What is New Journalism? Exploring Fiction and Immersion In Feature Stories

 

Before I started writing non-fiction, I was obsessed with journalism. Though I remembered many years as an avid reader of novels, I found myself during adolescence and early adulthood reaching for magazines or tuning into 60 Minutes. Journalism, specifically longform, created a space where questions and truths within real stories could be questioned, crafted, and explored through gripping narratives filled with characters and structure choices. As I dived into the depths of nonfiction writing, a genre that’s continuing to grow in areas of form and content, my interests moved towards the profiles and reportage. Though I skipped J-school, my MFA coupled with experiences in editorial and broadcast newsrooms led me to dive deeper into the world of long-form reporting, specifically new journalism.


What is New Journalism? 

New Journalism, sometimes described as Literary Journalism, is defined as a form of writing that closely resembles newspaper and magazine writing. Although fact-driven, heavily researched, and usually requiring interviews, these journalistic works allow the writer to get so close to the subject which they’re exploring that the writing enters a literary category. The usually distant, even-handed voice now could play with structures, scenes, and point-of-view.
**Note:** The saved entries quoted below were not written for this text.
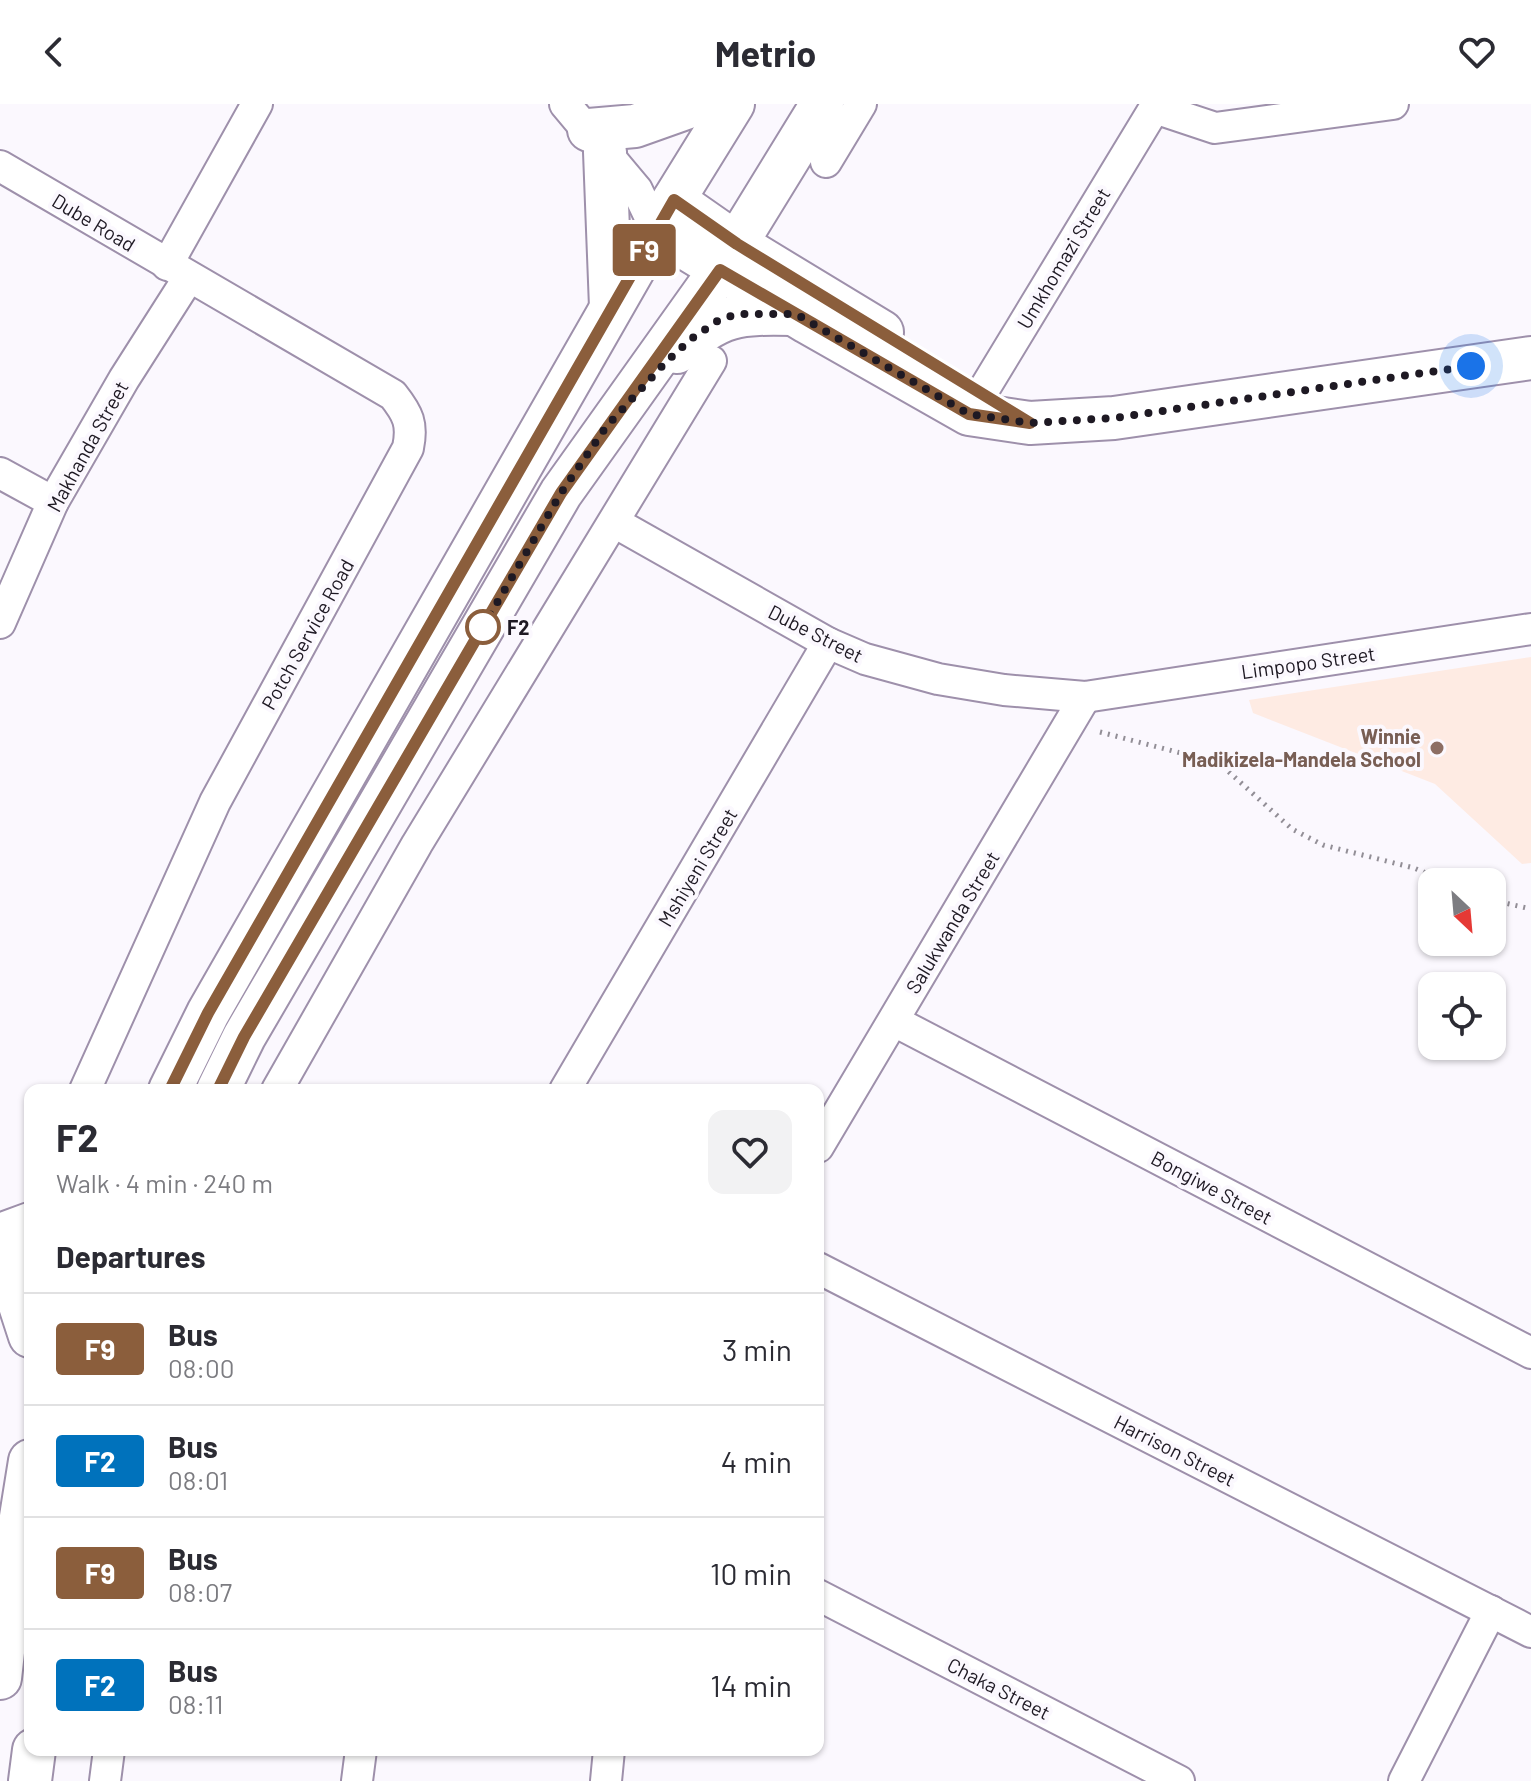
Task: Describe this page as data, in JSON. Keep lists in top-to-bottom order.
{
  "streets": {
    "street": [
      "Dube Road",
      "Umkhomazi Street",
      "Makhanda Street",
      "Dube Street",
      "Potch Service Road",
      "Limpopo Street",
      "Mshiyeni Street",
      "Salukwanda Street",
      "Bongiwe Street",
      "Harrison Street",
      "Chaka Street"
    ]
  },
  "crossings": [
    ["Dube Road", "Makhanda Street"],
    ["Dube Road", "Potch Service Road"],
    ["Makhanda Street", "Potch Service Road"],
    ["Dube Street", "Limpopo Street"],
    ["Dube Street", "Mshiyeni Street"],
    ["Dube Street", "Salukwanda Street"],
    ["Limpopo Street", "Salukwanda Street"],
    ["Salukwanda Street", "Bongiwe Street"]
  ],
  "places": ["F2", "Winnie Madikizela-Mandela School"],
  "lines": ["bus line F9"],
  "north": "bottom right",
  "page": {
    "header": "Metrio",
    "on_map": "F9",
    "heading": [
      ["F2", "Walk · 4 min · 240 m"],
      "Departures"
    ],
    "list": [
      {
        "mark": "F9",
        "name": "Bus",
        "note": "08:00",
        "value": "3 min"
      },
      {
        "mark": "F2",
        "name": "Bus",
        "note": "08:01",
        "value": "4 min"
      },
      {
        "mark": "F9",
        "name": "Bus",
        "note": "08:07",
        "value": "10 min"
      },
      {
        "mark": "F2",
        "name": "Bus",
        "note": "08:11",
        "value": "14 min"
      }
    ]
  }
}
Tom Wolfe championed the term in a 1973 anthology titled The New Journalism, with articles by pioneers Truman Capote, Joan Didion, and Gay Talese. These writers, along with several others, paved a way for generations of investigative and literary reporting. While some may debate on the necessity of naming these long-form reported pieces as new journalism, associating these works with phrases like ‘new’ and ‘literary’ not so much distinguishes a level of art but rather the literary elements to develop a style to tell true stories in a fictive, compelling way that allows readers to empathize with or act upon a social situation.

Immersive Reporting 

What attracted a readership to the works of New Journalism was the way in which stories were promoted as immersive investigative reporting that read like fiction. The experimental style allowed many writers who took part of the genre to develop their own unique style of writing, as well as convey a unique perspective on a social situation within the time period. 
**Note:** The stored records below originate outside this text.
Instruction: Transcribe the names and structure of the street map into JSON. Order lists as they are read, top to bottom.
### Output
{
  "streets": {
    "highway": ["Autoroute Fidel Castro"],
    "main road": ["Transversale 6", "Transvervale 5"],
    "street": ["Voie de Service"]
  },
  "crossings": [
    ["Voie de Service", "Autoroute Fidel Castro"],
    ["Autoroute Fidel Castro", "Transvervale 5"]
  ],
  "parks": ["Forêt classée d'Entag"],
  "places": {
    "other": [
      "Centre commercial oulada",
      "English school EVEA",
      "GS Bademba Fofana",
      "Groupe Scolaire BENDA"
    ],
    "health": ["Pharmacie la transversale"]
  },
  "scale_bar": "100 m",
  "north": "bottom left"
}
Though many elements of fiction writing are present in the style, the heart of these pieces lies in reporting. Writers relied on extensive interviews to create backstory and dialogue, but also as a way to fully flesh out the subjects, setting, and characters of the piece. Extended time spent observing, interviewing, and living with these characters allowed for the writer to become the closest eyewitness to the situation and story. With this saturated reporting, they could reconstruct the subject’s world to convey perspectives as closely as possible. 

Fictive Elements

Point of view defines much of the experimental nature of New Journalism. As writers saturate themselves with its subject, these reporters understood that they would be reporting with their own biases. Rather than reporting from a distance, though, these writers included their voice as the observant narrator who could recount, report, and recreate the scene-by-scene moments about a topic or character that would propose a perspective about a situation to readers. Point of views may switch between first-person or third-person, allowing writers to keep the stories entertaining for readers. 

New Journalism writing reads like fiction, in that the reporting moves through a scene-by-scene pace to keep readers captivated and moved throughout the work. Whether a profile on an artist like Frank Sinatra or an account of a true-crime murder in Kansas, these pieces found new ways to use dialogue and setting to critique or explore social commentaries for an audience. Writers recounted each town, living room, or street view with such detail that readers could feel as though they were walking along with these characters and could understand how their environment might shape the characters’ perspectives. To further round out the subject, writers also knew when dialogue captured the personality or essence of the characters. Including conversations, parts of speeches, or even lack of dialogue allowed readers to further emphasize and examine the characters that created the story. 

This immersive, obsessive style of reporting moved readers because of how clearly New Journalism displayed a social commentary. What made new journalism new was not its subjects or its length, but rather the work’s ability to allow social commentary to sit with and affect its audience. These writers not only asked for readers to hear the facts of a story, but to empathize and try to understand their perspective. Readers walk away from the work forced to confront their own biases or thinking, and perhaps move to act. 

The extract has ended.